Using the listing below, print exactly everything from the line with "translate:0 -50%; text-align:left" down to the line with "position:absolute; left:2215px; top:1144px;", both included, and nothing more.

▸ **Record extracts**
──────

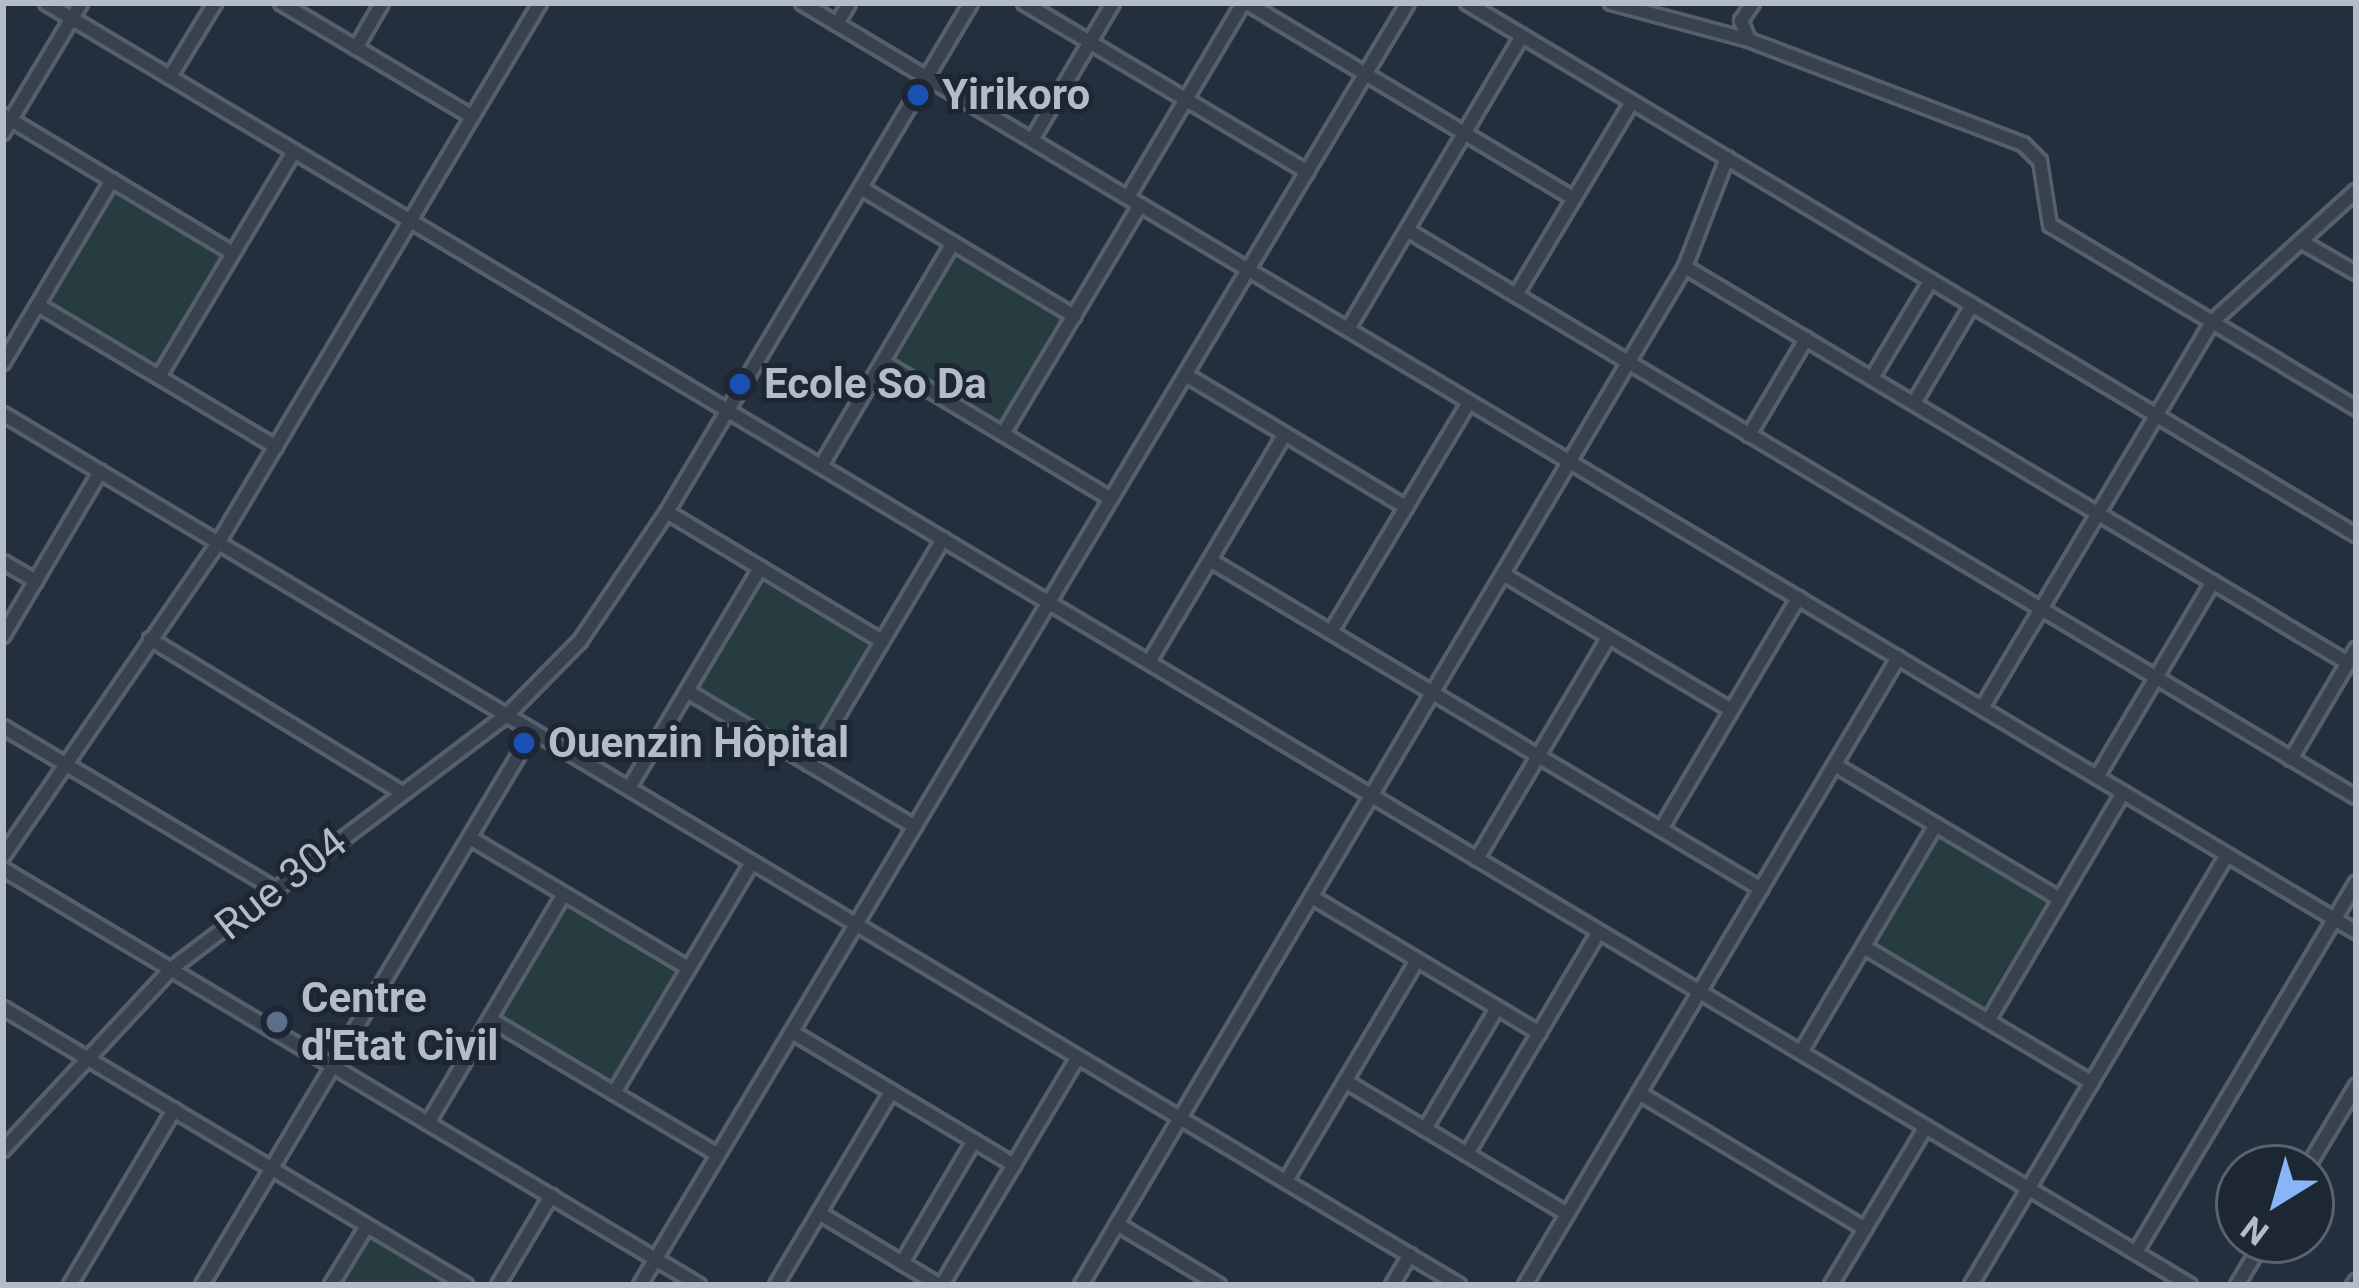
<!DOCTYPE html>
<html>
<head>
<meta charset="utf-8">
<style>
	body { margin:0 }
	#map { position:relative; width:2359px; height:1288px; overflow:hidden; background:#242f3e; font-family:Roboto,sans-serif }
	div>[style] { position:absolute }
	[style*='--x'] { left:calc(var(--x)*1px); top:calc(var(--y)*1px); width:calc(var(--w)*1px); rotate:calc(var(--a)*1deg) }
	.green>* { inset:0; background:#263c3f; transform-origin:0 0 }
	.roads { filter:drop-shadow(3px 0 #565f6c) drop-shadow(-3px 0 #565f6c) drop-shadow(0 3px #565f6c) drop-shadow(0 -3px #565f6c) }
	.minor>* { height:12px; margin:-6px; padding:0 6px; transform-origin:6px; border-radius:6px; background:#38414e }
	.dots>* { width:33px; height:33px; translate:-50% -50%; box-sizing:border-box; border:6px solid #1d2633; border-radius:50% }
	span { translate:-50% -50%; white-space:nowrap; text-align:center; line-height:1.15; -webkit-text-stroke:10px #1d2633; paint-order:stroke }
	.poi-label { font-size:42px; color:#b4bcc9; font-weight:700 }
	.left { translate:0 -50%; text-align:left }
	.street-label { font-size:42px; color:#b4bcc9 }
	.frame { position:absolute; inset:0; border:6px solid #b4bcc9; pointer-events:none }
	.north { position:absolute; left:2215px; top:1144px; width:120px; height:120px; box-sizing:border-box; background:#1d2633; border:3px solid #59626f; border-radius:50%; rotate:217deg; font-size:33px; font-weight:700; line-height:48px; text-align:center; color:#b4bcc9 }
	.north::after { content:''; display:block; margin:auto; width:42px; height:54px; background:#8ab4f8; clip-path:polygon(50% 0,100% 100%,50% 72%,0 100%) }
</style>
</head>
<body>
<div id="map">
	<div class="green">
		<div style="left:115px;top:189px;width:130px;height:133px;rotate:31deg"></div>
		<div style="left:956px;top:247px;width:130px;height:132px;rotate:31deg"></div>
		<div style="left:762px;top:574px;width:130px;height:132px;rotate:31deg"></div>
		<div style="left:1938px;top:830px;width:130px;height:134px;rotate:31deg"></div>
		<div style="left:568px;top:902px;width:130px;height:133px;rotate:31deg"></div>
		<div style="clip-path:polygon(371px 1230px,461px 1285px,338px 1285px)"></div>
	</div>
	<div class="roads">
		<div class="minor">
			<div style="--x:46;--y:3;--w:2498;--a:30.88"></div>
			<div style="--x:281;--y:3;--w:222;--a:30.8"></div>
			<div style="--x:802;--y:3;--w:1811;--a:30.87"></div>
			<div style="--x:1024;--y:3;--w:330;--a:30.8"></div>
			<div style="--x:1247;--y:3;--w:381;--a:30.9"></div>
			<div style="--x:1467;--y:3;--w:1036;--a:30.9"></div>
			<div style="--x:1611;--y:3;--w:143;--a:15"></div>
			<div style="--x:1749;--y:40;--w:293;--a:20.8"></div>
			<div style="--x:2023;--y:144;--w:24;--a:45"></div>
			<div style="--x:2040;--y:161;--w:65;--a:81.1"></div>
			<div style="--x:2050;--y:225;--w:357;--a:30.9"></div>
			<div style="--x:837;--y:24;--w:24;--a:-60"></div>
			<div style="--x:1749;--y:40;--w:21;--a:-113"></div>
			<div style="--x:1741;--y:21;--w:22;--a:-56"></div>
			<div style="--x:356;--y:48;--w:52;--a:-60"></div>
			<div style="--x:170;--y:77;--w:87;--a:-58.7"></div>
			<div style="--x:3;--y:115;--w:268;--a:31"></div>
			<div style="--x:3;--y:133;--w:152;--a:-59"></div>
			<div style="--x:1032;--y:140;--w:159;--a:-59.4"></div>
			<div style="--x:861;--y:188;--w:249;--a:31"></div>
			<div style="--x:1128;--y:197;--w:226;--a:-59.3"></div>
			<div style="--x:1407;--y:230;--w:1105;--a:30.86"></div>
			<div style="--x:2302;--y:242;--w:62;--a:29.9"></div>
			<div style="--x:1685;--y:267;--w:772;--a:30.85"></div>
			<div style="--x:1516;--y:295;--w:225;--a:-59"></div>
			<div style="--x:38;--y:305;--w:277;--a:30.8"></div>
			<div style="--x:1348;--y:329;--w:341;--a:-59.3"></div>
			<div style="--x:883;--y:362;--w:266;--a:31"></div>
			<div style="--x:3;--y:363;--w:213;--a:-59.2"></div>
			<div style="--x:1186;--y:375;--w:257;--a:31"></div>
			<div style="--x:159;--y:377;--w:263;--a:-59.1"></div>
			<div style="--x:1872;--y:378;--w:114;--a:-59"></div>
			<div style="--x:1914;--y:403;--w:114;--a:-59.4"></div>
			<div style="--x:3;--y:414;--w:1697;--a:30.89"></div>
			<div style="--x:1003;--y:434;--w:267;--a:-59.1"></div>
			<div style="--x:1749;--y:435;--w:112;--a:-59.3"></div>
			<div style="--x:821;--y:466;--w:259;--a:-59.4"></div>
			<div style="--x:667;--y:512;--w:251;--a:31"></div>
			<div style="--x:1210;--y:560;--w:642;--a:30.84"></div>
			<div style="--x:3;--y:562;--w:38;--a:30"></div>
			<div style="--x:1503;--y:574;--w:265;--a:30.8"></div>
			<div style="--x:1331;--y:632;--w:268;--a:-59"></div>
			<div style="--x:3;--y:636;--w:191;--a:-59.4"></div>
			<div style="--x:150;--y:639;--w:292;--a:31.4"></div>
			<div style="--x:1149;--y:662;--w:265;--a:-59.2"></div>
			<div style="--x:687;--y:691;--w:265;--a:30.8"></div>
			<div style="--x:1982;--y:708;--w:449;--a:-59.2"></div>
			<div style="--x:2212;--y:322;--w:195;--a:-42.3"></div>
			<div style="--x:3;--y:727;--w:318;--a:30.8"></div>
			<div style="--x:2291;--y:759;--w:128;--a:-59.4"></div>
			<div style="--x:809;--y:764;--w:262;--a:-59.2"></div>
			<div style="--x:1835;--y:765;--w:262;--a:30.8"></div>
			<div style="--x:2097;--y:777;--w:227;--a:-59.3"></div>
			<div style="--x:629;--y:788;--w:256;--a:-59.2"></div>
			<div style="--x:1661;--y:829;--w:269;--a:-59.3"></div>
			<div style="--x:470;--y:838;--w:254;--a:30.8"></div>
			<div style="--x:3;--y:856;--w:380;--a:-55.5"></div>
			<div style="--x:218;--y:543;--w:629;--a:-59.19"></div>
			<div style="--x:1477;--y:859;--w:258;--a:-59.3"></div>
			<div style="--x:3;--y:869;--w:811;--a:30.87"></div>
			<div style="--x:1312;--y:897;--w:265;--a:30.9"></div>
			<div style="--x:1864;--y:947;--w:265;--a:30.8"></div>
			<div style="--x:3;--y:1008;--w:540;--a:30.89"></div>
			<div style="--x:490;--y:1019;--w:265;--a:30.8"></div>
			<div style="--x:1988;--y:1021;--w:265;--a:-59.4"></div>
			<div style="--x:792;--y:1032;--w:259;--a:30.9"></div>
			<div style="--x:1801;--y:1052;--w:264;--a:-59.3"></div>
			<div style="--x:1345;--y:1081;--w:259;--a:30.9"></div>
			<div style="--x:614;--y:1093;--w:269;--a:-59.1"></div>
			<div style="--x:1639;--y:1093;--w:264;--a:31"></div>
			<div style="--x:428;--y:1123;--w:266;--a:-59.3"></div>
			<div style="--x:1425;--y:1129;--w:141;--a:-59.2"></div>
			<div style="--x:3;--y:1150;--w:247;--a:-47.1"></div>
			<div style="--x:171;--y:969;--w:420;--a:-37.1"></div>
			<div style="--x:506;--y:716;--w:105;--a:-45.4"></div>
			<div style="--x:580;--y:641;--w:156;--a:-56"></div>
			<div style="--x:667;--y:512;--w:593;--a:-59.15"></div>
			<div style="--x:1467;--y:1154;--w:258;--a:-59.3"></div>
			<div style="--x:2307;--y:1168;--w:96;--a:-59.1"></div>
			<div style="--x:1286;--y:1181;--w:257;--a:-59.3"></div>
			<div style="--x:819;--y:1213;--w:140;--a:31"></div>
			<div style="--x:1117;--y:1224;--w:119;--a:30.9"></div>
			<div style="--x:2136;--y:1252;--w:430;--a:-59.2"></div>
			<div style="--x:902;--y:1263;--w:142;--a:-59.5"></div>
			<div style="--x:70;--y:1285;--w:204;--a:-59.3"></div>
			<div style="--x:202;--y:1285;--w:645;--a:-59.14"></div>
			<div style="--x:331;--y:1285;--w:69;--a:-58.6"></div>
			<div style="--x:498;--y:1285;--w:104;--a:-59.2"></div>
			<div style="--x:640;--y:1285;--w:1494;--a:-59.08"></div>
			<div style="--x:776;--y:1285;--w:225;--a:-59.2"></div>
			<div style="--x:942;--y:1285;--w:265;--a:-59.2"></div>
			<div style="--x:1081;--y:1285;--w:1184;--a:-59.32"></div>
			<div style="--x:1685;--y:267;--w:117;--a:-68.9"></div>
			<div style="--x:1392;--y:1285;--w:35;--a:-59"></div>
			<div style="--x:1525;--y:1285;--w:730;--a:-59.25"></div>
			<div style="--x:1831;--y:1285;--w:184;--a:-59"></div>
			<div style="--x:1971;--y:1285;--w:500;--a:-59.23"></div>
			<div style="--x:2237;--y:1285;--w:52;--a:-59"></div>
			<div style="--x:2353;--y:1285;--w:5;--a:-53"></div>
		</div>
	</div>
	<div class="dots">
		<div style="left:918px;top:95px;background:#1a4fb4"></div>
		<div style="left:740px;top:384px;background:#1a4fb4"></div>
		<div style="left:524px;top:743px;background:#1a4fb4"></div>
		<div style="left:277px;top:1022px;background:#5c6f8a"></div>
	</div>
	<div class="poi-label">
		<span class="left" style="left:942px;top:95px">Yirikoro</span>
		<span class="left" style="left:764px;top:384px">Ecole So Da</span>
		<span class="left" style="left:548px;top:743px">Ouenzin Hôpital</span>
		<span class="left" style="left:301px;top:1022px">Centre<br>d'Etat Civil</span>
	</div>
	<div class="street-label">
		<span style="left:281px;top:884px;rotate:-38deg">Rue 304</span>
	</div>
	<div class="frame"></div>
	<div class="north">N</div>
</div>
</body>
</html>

──────

▸ **Response to this task**
	.left { translate:0 -50%; text-align:left }
	.street-label { font-size:42px; color:#b4bcc9 }
	.frame { position:absolute; inset:0; border:6px solid #b4bcc9; pointer-events:none }
	.north { position:absolute; left:2215px; top:1144px; width:120px; height:120px; box-sizing:border-box; background:#1d2633; border:3px solid #59626f; border-radius:50%; rotate:217deg; font-size:33px; font-weight:700; line-height:48px; text-align:center; color:#b4bcc9 }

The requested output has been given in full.